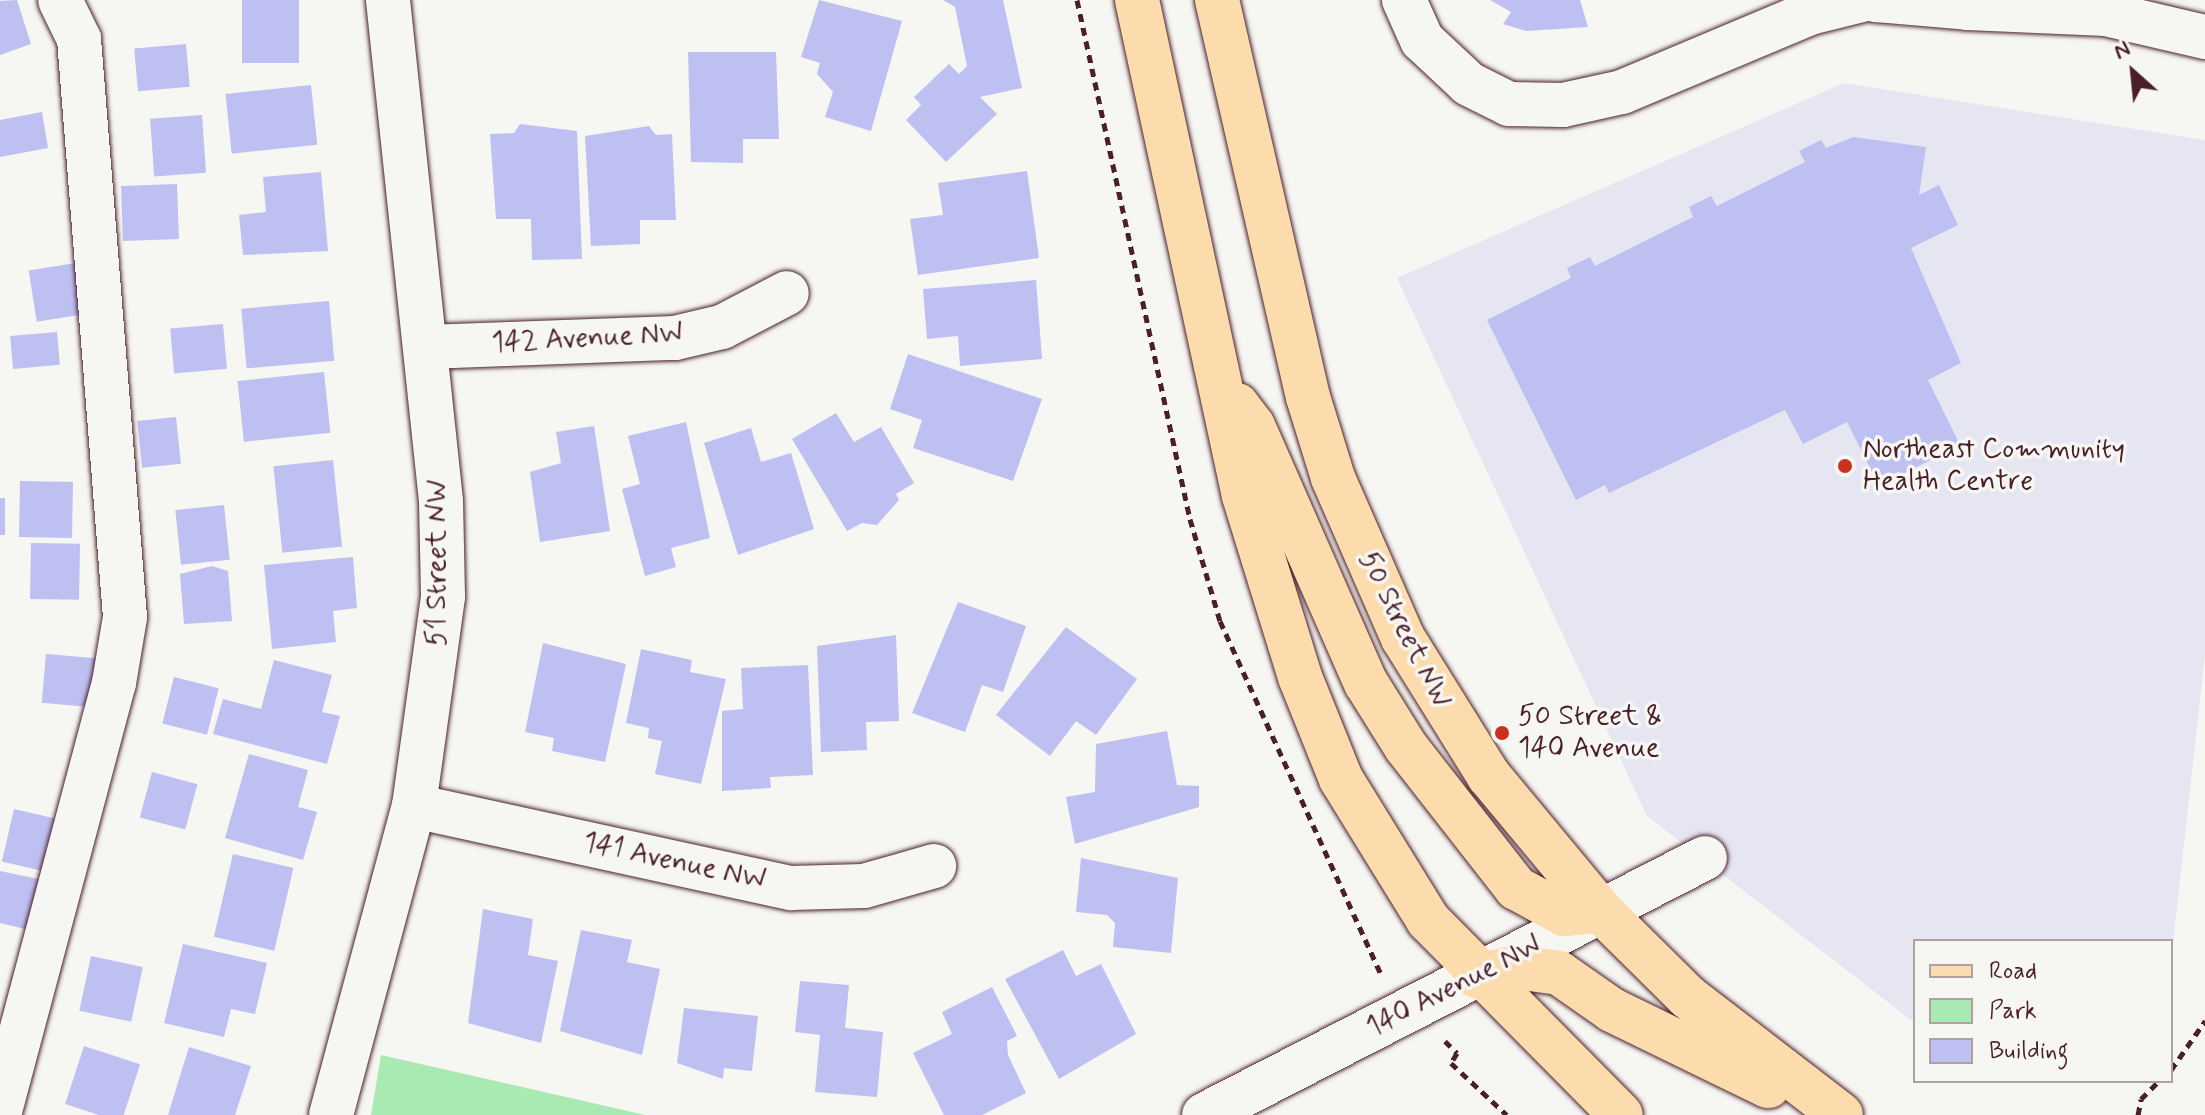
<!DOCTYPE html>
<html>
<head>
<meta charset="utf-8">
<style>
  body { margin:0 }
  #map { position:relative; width:2205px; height:1115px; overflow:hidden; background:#f6f6f2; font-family:Mynerve,sans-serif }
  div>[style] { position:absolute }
  .built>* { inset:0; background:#e5e6f2 }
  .green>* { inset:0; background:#a9eab3 }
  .building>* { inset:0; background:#bec0f2; transform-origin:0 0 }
  .path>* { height:5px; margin-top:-2.5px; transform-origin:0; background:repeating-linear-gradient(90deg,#4a1f2b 0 8px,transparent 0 14px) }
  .roads { filter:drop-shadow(0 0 2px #4a1f2b) drop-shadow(0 0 2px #4a1f2b) }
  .minor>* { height:44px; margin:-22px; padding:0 22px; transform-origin:22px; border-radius:22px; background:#f6f6f2 }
  .major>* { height:44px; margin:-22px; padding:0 22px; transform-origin:22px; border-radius:22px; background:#fcdcac }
  .dots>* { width:22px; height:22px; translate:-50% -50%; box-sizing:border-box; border:4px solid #f6f6f2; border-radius:50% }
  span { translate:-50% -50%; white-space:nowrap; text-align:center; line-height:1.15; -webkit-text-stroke:7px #f6f6f2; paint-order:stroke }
  .street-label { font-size:28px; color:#4a1f2b }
  .poi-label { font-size:28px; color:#4a1f2b }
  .left { translate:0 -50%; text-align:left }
  .legend { position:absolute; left:1913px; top:939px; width:260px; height:144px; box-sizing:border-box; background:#f6f6f2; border:2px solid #b1a0a2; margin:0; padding:10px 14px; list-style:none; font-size:24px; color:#4a1f2b }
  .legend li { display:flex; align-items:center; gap:16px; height:40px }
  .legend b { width:40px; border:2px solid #b1a0a2 }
  .north { position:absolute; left:2093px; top:32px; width:80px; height:80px; -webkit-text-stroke:6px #f6f6f2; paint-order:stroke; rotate:333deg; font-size:22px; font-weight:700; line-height:32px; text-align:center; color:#4a1f2b }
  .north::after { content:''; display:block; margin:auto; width:28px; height:36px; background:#4a1f2b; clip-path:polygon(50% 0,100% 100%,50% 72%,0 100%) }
</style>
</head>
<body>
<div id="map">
  <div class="built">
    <i style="clip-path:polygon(1844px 83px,2205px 140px,2205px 654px,2171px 961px,2171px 941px,1915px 941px,1915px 1023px,1647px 816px,1397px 278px)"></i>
  </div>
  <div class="green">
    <i style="clip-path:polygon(381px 1055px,645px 1115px,371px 1115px)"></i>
  </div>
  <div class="building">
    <i style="clip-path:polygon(17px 0,31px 44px,0 55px,0 1px)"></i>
    <i style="left:242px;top:0;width:57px;height:63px"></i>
    <i style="clip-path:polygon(819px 0,902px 21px,871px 131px,825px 117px,833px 92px,817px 74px,820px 63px,801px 57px)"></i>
    <i style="clip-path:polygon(943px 0,1003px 0,1022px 88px,980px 97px,997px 114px,946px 162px,906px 120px,921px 105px,914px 97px,949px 64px,959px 74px,967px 66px,955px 7px)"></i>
    <i style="clip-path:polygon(1490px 0,1580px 0,1588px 27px,1526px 31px,1503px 24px,1511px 12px)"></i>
    <i style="left:186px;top:44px;width:43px;height:52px;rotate:85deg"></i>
    <i style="clip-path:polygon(688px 52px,776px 52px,779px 139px,743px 139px,743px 163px,691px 162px)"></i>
    <i style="left:311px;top:85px;width:60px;height:86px;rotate:84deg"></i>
    <i style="clip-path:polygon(42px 112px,48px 148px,0 157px,0 120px)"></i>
    <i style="left:202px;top:115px;width:58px;height:52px;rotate:86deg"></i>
    <i style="clip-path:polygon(520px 124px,577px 131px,582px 259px,532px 260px,531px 219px,496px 219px,490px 134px,514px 133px)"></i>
    <i style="clip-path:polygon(649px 126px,656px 135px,672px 134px,676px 220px,640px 220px,640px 244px,591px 246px,585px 136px)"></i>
    <i style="clip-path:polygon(1853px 137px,1926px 147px,1919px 195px,1939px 185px,1958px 225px,1911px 248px,1961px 363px,1928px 380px,1960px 445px,1879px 486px,1847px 422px,1803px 444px,1785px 410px,1609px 493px,1605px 485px,1576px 500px,1487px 320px,1571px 278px,1567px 268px,1590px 257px,1595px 266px,1693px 217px,1689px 207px,1711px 196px,1717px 206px,1805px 162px,1799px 151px,1821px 140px,1826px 148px)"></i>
    <i style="clip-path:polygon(1027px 171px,1039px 258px,918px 275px,910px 219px,943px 215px,938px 183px)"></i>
    <i style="clip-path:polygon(321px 172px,328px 251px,243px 255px,239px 215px,266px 212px,263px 177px)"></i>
    <i style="left:177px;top:184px;width:55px;height:56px;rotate:88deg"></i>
    <i style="left:82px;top:262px;width:52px;height:54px;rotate:81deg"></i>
    <i style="clip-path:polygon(1036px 280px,1042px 359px,960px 366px,958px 336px,927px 339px,923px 289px)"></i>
    <i style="left:329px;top:301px;width:60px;height:88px;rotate:85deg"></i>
    <i style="left:223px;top:324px;width:45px;height:53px;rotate:85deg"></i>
    <i style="left:57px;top:332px;width:33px;height:47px;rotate:85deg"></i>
    <i style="clip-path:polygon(908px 354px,1042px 399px,1013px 481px,913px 448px,922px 420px,890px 409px)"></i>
    <i style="left:324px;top:372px;width:61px;height:87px;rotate:84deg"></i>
    <i style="clip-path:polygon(836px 413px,854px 442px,881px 427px,914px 483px,896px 494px,899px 500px,877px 525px,862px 523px,847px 531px,792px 439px)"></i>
    <i style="left:176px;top:417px;width:47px;height:39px;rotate:84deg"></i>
    <i style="clip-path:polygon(686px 422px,710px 538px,671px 548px,676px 567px,645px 576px,622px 489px,640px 484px,628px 436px)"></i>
    <i style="clip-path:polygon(594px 426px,610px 531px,540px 542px,530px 472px,561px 463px,556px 432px)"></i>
    <i style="clip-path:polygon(751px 428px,761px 462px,791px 453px,814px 529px,738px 555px,704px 443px)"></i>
    <i style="left:333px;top:460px;width:87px;height:60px;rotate:84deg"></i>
    <i style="left:20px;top:481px;width:53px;height:56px;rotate:1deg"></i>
    <i style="left:0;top:498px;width:5px;height:37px"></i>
    <i style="left:224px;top:505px;width:55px;height:49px;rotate:84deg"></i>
    <i style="left:31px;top:543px;width:49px;height:56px;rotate:1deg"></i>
    <i style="clip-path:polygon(353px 557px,357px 608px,333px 611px,336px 642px,272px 649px,264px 565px)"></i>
    <i style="clip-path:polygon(212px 566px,228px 571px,232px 621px,184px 624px,180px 574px)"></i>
    <i style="clip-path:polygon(958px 602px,1026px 626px,1003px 692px,982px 685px,965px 732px,912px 713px)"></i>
    <i style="clip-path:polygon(1066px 627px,1137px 679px,1096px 735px,1076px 721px,1050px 756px,996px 715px)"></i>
    <i style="clip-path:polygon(896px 635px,899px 721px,866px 722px,867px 750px,821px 752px,817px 646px)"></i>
    <i style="clip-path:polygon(543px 643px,626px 664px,605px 762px,552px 751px,554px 738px,525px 732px)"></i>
    <i style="clip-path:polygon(641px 649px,692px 660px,690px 672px,726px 679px,701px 784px,655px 774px,662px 741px,648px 738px,649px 728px,626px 723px)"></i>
    <i style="left:46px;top:654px;width:53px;height:49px;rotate:5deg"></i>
    <i style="clip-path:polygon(274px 660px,332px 675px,322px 712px,340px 716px,327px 764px,213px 734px,223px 699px,261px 709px)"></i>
    <i style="clip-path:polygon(808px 665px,813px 775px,770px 777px,771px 788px,722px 791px,722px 711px,743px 709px,741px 668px)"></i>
    <i style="left:174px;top:677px;width:46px;height:48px;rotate:14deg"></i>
    <i style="clip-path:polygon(1167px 731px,1177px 785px,1199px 786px,1199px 807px,1075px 844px,1066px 797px,1095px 792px,1096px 744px)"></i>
    <i style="clip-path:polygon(249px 754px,308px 770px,298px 807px,317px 812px,303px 860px,225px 838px)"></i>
    <i style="left:152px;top:772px;width:47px;height:47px;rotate:15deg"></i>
    <i style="left:14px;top:809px;width:51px;height:54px;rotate:13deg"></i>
    <i style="left:233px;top:854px;width:62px;height:85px;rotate:13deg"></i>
    <i style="clip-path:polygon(1081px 858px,1178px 878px,1171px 953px,1113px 947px,1115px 923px,1107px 915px,1076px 912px)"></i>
    <i style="clip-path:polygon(0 871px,48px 881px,38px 932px,0 923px)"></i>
    <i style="clip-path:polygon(483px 909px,533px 919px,528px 955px,558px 961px,541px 1043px,468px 1023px)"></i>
    <i style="clip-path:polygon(581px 930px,632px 940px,627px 962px,660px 969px,642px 1055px,560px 1031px)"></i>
    <i style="clip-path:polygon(183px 944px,267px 963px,255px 1014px,231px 1009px,224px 1037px,164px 1023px)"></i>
    <i style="clip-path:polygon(1063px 950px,1076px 976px,1101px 964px,1136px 1034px,1059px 1079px,1005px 979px)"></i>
    <i style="left:91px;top:956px;width:53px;height:56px;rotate:12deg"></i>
    <i style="clip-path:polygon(800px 981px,849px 985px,845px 1028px,883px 1032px,877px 1097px,815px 1092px,820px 1035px,795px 1032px)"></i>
    <i style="clip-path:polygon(992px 987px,1017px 1036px,1007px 1041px,1008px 1055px,1026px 1093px,982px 1115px,944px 1115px,913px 1053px,952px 1034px,942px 1012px)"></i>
    <i style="clip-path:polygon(684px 1008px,758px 1016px,752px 1071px,724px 1068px,723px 1079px,677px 1063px)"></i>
    <i style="left:84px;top:1046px;width:59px;height:61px;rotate:18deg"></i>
    <i style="clip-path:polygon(189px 1047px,251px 1066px,235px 1115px,168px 1115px)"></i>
  </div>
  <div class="path">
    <i style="left:1077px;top:0;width:531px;rotate:77.72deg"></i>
    <i style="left:1190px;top:519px;width:106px;rotate:73.6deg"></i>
    <i style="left:1220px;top:621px;width:390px;rotate:65.5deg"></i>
    <i style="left:1445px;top:1041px;width:17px;rotate:45deg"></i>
    <i style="left:1457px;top:1053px;width:12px;rotate:121deg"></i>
    <i style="left:1451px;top:1063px;width:76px;rotate:42.9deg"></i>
    <i style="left:2171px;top:1070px;width:60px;rotate:-55.2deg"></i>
    <i style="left:2138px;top:1115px;width:16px;rotate:-79deg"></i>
    <i style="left:2141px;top:1099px;width:25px;rotate:-45deg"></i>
  </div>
  <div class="roads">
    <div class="minor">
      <i style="left:1404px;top:0;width:44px;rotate:65.8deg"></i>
      <i style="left:1422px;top:40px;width:64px;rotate:43.1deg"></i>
      <i style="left:1469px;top:84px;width:45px;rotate:26.6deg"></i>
      <i style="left:1509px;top:104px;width:54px;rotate:1.1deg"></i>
      <i style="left:1563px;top:105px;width:60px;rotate:-12.4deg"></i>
      <i style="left:1622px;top:92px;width:204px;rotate:-22.8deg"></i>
      <i style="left:1810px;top:13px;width:54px;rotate:-14deg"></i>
      <i style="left:1875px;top:0;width:93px;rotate:4.9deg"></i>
      <i style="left:1969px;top:0;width:8px;rotate:97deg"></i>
      <i style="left:1968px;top:8px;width:138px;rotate:2.5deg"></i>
      <i style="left:2108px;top:0;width:14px;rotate:98deg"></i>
      <i style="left:2106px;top:14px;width:102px;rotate:13.1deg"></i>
      <i style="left:426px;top:347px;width:249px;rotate:-2.1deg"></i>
      <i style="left:675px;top:338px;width:48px;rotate:-13.2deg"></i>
      <i style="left:722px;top:327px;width:73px;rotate:-27.6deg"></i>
      <i style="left:414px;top:806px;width:386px;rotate:12.3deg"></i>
      <i style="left:791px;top:888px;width:73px;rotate:-1.6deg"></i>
      <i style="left:864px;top:886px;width:73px;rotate:-15.9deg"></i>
      <i style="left:0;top:1111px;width:443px;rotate:-75.1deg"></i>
      <i style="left:114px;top:683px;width:67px;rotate:-80.5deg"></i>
      <i style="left:125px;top:617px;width:580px;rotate:-94.55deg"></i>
      <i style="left:79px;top:39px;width:43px;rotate:-116deg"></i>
      <i style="left:331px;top:1115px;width:320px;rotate:-75deg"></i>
      <i style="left:414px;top:806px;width:212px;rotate:-82.1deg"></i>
      <i style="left:443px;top:596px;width:95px;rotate:-91.2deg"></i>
      <i style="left:441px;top:501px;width:504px;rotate:-96.04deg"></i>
      <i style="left:1204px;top:1115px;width:563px;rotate:-27.16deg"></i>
    </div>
    <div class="major">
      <i style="left:1137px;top:0;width:507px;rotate:77.83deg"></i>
      <i style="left:1244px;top:496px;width:189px;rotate:72.8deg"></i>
      <i style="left:1300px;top:677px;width:110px;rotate:68.1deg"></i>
      <i style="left:1341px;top:779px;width:166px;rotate:58.3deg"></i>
      <i style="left:1428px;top:920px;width:274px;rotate:45.3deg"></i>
      <i style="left:1217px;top:0;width:407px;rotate:77.1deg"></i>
      <i style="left:1308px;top:397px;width:85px;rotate:72.8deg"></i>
      <i style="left:1333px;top:478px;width:175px;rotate:66.4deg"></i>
      <i style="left:1403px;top:638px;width:163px;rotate:58.1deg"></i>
      <i style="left:1489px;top:776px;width:175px;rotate:50.3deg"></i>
      <i style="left:1601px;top:911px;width:122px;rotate:44.7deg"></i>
      <i style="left:1688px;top:997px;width:193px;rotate:37.6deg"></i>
      <i style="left:1237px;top:405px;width:26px;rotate:53deg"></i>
      <i style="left:1253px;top:426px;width:281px;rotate:66.3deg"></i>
      <i style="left:1366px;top:683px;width:75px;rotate:58deg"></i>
      <i style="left:1406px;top:747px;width:179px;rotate:52deg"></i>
      <i style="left:1516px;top:888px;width:55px;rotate:28.4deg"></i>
      <i style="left:1564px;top:914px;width:37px;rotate:-5deg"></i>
      <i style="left:1476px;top:976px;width:41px;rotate:-12.7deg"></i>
      <i style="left:1516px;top:967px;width:43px;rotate:7.9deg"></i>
      <i style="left:1559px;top:973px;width:65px;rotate:34.9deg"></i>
      <i style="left:1612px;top:1010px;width:174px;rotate:26deg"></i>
    </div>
  </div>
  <div class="dots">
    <i style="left:1845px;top:466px;background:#c8321e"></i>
    <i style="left:1502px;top:733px;background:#c8321e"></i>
  </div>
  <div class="street-label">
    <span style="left:587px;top:339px;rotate:-3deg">142 Avenue NW</span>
    <span style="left:438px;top:563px;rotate:-90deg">51 Street NW</span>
    <span style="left:1404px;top:630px;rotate:63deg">50 Street NW</span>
    <span style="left:674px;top:862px;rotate:12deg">141 Avenue NW</span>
    <span style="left:1454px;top:987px;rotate:-27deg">140 Avenue NW</span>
  </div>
  <div class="poi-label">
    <span class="left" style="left:1863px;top:466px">Northeast Community<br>Health Centre</span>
    <span class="left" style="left:1518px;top:733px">50 Street &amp;<br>140 Avenue</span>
  </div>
  <ul class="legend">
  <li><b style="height:10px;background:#fcdcac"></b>Road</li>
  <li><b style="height:22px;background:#a9eab3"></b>Park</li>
  <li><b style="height:22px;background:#bec0f2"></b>Building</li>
  </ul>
  <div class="north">N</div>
</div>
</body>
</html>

· · · ·

Reproduce exactly the section above that begins at the line containing "transform-origin:22px; border-radius:22px; background:#f6f6f2" and ends at the line containing "display:flex; align-items:center; gap:16px;", leaving out all other lines.

- **Response area**:
  .minor>* { height:44px; margin:-22px; padding:0 22px; transform-origin:22px; border-radius:22px; background:#f6f6f2 }
  .major>* { height:44px; margin:-22px; padding:0 22px; transform-origin:22px; border-radius:22px; background:#fcdcac }
  .dots>* { width:22px; height:22px; translate:-50% -50%; box-sizing:border-box; border:4px solid #f6f6f2; border-radius:50% }
  span { translate:-50% -50%; white-space:nowrap; text-align:center; line-height:1.15; -webkit-text-stroke:7px #f6f6f2; paint-order:stroke }
  .street-label { font-size:28px; color:#4a1f2b }
  .poi-label { font-size:28px; color:#4a1f2b }
  .left { translate:0 -50%; text-align:left }
  .legend { position:absolute; left:1913px; top:939px; width:260px; height:144px; box-sizing:border-box; background:#f6f6f2; border:2px solid #b1a0a2; margin:0; padding:10px 14px; list-style:none; font-size:24px; color:#4a1f2b }
  .legend li { display:flex; align-items:center; gap:16px; height:40px }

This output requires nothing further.